Génèse On est en 1999, François Manfredini, Directeur Général de Zenith et Didier Leibundgut, à l'époque Directeur Marketing travaillent sur un projet de nouveau boitier qui viendrait compléter la collection Chronomaster et Rainbow. L'équipe s'associe le concours d'un journaliste français, Stephan Ciejka, qui propose de faire appel à un jeune designer spécialiste des aciers et capable de tailler une boite totalement originale. Ce jeune designer est Marc Alfieri qui exerce ses talents du coté de Marseille et travaille beaucoup sur des couteaux d'art très sophistiqués et conçus comme des bijoux.
Marc Alfieri qui n'a pas encore la carrière de designer qu'on lui connait et n'a pas encore travaillé, en particulier, avec Richard Mille est sans doute l'un des designers les plus tendance que la manufacture ait sollicité. Celui-ci va concevoir une montre qui fusionne les matériaux à savoir le Titane, l'acier et le damas inox de l'allemand Schneider, ingénieur qui a conçu un damas inox sur lequel se précipitent les couteliers. En effet, si le damas est très à la mode dès la fin des années 1990 dans la coutellerie, celui-ci est en général en acier carbone oxydable ce qui n'est pas compatible avec toutes les utilisations de couteaux. Le damas est un acier traditionnel profondément ancré dans la culture des travailleurs de l'acier et ses racines, en Inde, remontent au Xème siècle. En Europe, il est devenu un acier recherché à partir du haut moyen âge.

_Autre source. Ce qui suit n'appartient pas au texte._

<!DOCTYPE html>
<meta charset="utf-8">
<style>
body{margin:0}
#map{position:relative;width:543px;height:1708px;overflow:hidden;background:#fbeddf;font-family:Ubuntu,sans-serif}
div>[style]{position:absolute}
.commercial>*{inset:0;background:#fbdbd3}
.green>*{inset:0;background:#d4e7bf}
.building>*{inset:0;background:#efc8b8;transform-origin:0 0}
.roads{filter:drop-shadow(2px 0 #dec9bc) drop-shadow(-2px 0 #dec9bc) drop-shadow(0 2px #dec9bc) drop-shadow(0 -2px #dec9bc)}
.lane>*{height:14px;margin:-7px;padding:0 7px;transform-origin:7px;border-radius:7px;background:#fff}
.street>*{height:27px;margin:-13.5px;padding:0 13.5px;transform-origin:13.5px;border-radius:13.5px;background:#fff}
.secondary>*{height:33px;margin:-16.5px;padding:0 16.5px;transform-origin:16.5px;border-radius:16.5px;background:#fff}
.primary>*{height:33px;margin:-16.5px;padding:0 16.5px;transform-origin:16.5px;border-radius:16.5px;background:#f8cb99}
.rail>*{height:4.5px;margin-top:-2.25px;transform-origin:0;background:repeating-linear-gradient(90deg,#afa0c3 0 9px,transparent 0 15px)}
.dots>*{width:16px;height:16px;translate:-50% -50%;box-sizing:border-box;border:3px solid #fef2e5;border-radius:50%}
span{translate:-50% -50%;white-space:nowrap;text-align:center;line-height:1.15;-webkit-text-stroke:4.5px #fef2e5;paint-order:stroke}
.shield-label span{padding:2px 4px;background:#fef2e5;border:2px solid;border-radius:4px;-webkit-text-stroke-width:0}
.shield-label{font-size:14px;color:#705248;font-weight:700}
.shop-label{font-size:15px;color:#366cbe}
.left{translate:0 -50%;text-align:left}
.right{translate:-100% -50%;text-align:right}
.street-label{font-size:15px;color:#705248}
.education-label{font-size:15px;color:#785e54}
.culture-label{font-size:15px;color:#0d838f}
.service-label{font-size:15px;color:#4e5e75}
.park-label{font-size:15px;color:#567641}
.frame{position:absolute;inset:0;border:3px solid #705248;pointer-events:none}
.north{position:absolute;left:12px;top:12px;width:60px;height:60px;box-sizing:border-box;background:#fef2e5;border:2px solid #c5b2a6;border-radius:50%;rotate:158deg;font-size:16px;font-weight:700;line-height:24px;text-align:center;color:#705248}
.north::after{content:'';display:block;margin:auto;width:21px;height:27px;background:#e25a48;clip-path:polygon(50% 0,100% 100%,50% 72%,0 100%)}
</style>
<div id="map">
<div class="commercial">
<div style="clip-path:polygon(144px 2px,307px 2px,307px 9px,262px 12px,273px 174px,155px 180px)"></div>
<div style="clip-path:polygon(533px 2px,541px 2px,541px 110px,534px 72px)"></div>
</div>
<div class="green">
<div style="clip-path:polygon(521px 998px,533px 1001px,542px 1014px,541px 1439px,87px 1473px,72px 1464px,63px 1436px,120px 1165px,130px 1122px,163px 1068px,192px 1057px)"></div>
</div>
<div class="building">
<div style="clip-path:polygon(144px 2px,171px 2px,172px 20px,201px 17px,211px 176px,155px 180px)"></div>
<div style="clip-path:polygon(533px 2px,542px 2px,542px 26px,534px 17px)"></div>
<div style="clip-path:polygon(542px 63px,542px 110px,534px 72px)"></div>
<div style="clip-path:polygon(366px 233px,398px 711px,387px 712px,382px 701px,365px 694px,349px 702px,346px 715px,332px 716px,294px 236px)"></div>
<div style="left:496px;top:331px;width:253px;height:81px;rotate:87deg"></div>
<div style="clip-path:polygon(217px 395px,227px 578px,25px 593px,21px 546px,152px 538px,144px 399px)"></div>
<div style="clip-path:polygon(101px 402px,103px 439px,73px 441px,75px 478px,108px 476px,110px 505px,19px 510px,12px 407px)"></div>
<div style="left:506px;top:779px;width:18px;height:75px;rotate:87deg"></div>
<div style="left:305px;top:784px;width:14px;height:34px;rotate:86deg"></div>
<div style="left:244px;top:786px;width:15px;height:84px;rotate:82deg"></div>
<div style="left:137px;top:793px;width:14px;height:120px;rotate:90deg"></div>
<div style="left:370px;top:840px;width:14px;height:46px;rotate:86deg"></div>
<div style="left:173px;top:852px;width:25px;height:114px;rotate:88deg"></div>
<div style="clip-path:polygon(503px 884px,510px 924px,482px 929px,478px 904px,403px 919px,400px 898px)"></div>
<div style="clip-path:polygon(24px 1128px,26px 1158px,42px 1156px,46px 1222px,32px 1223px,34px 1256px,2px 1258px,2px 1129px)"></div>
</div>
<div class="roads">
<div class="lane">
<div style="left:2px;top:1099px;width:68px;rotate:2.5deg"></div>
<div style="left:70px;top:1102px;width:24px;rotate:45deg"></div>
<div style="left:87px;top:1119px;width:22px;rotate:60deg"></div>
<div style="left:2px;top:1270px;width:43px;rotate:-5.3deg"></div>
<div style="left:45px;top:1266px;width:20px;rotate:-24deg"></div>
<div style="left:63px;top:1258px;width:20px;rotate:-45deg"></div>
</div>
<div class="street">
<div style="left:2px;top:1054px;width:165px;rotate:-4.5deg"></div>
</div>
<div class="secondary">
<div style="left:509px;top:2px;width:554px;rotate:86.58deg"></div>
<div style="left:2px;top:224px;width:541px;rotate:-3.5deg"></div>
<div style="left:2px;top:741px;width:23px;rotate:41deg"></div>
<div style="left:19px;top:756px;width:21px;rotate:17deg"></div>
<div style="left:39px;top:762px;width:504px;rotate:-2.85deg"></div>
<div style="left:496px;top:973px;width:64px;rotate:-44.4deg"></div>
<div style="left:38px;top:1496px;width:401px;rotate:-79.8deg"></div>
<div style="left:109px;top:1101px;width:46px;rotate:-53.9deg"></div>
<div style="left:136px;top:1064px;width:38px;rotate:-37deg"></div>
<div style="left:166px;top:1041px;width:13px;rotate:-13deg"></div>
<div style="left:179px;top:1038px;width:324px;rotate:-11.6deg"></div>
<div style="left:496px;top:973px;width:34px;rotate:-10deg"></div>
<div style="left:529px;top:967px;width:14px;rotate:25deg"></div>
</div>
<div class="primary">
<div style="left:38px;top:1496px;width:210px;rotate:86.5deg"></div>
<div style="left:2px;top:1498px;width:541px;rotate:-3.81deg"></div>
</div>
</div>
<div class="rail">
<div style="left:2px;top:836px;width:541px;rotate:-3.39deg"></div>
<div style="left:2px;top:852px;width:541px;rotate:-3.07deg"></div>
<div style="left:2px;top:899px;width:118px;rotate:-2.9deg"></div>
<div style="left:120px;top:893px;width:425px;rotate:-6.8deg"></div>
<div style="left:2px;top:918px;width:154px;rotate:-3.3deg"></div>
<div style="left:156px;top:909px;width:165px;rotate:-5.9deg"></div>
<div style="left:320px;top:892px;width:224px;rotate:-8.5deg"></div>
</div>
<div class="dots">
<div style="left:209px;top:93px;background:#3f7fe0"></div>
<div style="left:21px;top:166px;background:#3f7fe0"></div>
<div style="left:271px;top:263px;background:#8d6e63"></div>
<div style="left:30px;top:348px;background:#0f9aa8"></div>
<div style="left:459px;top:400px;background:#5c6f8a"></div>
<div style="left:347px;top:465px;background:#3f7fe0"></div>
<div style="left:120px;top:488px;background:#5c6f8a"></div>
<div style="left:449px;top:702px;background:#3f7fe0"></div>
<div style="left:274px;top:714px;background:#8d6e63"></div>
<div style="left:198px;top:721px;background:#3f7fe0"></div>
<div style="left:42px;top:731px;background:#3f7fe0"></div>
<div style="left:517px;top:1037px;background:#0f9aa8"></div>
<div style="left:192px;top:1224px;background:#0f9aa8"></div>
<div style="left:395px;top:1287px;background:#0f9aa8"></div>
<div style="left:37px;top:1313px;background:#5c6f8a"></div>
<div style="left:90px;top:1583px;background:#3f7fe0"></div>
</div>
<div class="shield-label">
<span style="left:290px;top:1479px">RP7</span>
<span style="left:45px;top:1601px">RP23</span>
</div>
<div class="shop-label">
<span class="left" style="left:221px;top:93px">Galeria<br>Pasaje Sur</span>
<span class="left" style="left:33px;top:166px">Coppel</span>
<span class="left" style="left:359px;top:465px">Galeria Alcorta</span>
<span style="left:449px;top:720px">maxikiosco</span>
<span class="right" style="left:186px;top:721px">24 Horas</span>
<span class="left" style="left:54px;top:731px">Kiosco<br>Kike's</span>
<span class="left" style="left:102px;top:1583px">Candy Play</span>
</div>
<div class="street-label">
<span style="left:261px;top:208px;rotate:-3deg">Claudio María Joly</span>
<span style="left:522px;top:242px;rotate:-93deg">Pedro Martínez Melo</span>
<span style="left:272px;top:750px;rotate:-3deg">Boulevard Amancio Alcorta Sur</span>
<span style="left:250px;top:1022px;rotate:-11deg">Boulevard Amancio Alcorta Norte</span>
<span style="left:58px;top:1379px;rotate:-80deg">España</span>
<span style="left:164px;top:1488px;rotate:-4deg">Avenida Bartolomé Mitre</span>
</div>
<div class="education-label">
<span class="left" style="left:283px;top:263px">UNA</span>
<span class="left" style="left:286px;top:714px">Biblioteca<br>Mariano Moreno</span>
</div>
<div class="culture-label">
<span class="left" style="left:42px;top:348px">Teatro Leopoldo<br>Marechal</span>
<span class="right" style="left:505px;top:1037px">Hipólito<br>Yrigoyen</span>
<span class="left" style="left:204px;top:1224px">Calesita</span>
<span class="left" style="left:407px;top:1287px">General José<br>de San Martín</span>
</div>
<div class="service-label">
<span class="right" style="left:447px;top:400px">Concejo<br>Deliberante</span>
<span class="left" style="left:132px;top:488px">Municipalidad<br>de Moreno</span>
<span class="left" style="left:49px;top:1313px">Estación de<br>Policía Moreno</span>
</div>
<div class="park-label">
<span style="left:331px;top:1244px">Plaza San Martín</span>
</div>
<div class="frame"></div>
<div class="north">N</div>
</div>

Après un peu plus de deux mois de travail, la montre est réalisée sous forme de deux prototypes et présentée à l'équipe de direction de Zenith. En voici l'un des deux exemplaires... Le second est une variante légèrement différente car le Damas présente l'intérêt de proposer un aspect différent pour chaque pièce, la rendant totalement unique.
A l'époque, le principe de la fusion, comprenons le mélange des matériaux, est dans l'air mais Zenith est un précurseur dans la culture de cette idée. En voyant les prototypes pourtant, l'équipe qui préside aux destinées de Zenith hésite. La crainte est que la clientèle soit déroutée de voir des produits trop inhabituels dans un univers horloger où l'audace esthétique peut dérouter les amateurs. Par ailleurs, l'acier damas inox de l'époque comporte un taux de nickel et de carbone que la technologie ne permet pas encore de rendre anallergique à la différence des aciers d'aujourd'hui.
Tandis que la réflexion avance, faisant naître l'envie de porter un tel modèle dans la collection, Zenith est revendu presque par surprise par Paul Castella, son propriétaire, à LVMH. Les nouveaux propriétaires n'ont pas connaissance de ce projet et c'est sans doute fort dommage car il aurait apporté à Zenith une innovation majeure dans ses collections.
Ce prototype est fort rare et il est le témoin d'une démarche créative fortement imprégnée de différences qui restent d'une actualité troublante.